John P. Crevelli was part of Sonoma County’s environmental vanguard, which thwarted PG&E’s plans to erect a nuclear power plant on an earthquake fault at Bodega Bay and fought to preserve public access to the coast. Crevelli was a founding member of the group C.O.A.A.ST (Californians Organized to Acquire Access to State Tidelands), formed in fellow Santa Rosa Junior College instructor Peter Leveque’s classroom in 1968.
C.O.A.A.ST also included Bill Kortum, the dean of Sonoma County environmental activists, and Charles Hinkle, a former county supervisor who was recalled, along with Kortum, in 1976 in a move that paved the way for the board’s first environmental majority. Also, out of C.O.A.A.ST’s endeavors came the 1972 Coastal Zone Conservation Act, parent of California’s Coastal Commission.

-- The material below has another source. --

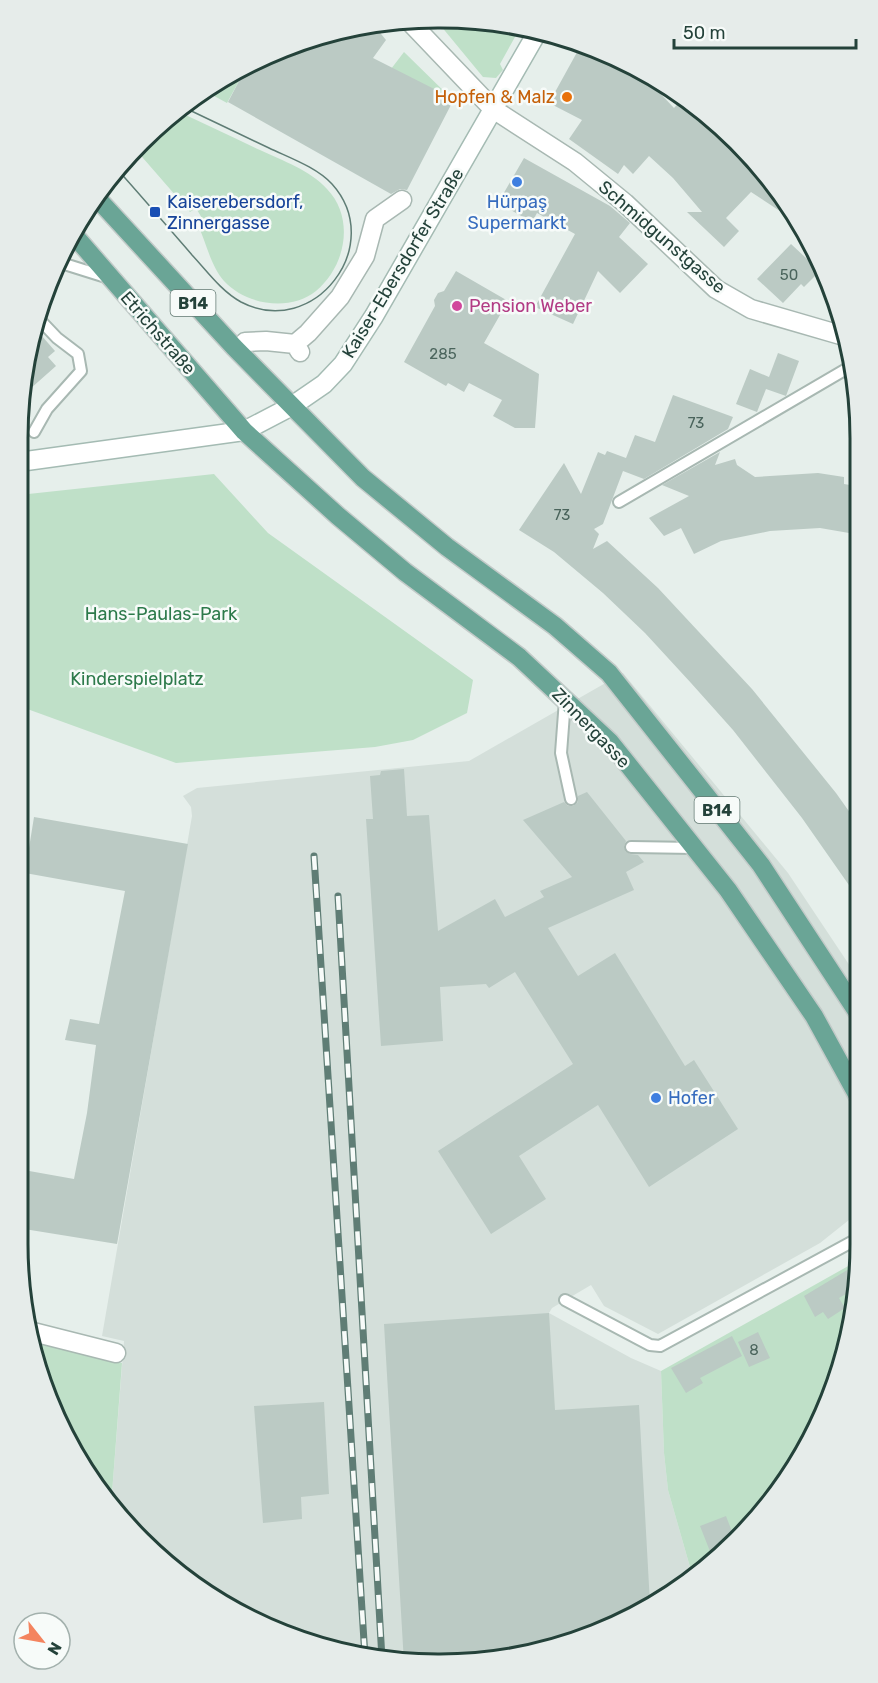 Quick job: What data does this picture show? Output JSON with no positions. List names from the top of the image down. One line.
{"streets":{"main road":["B14","Etrichstraße","Zinnergasse"],"street":["Schmidgunstgasse","Kaiser-Ebersdorfer Straße"]},"crossings":[["Schmidgunstgasse","Kaiser-Ebersdorfer Straße"],["Kaiser-Ebersdorfer Straße","B14"],["Kaiser-Ebersdorfer Straße","Etrichstraße"],["Kaiser-Ebersdorfer Straße","Zinnergasse"],["Etrichstraße","Zinnergasse"]],"parks":["Hans-Paulas-Park","Kinderspielplatz"],"places":{"other":["Hopfen & Malz","Hürpaş Supermarkt","Pension Weber","Hofer"],"transit":["Kaiserebersdorf, Zinnergasse"]},"house_numbers":["50","285","73","73","8"],"scale_bar":"50 m","north":"bottom right"} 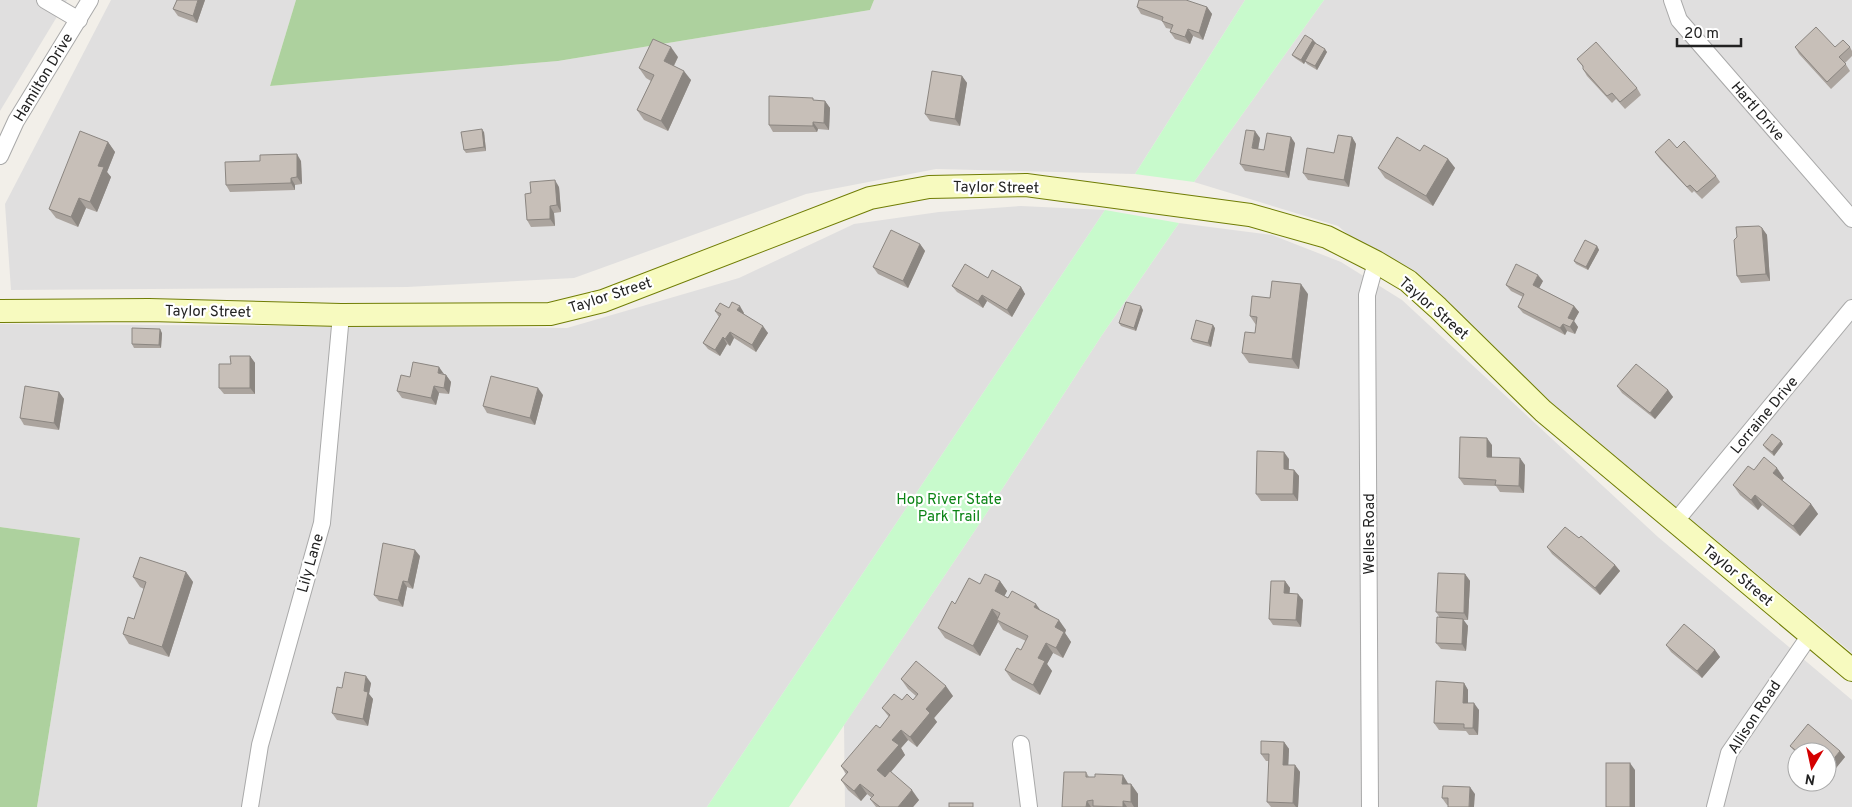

Crevelli authored Bill Kortum: A Fifty Year History of Environmental Activism in Sonoma County
Donated by Debra Crevelli in 2014. The John P. Crevelli Papers, dating from the 1960s through 2015, include seven boxes of correspondence, government documents, meeting minutes, newspaper clippings, newsletters, pamphlets, fliers, and ephemera on various county, state, and national environmental issues.
The research material in the collection is available to view by appointment.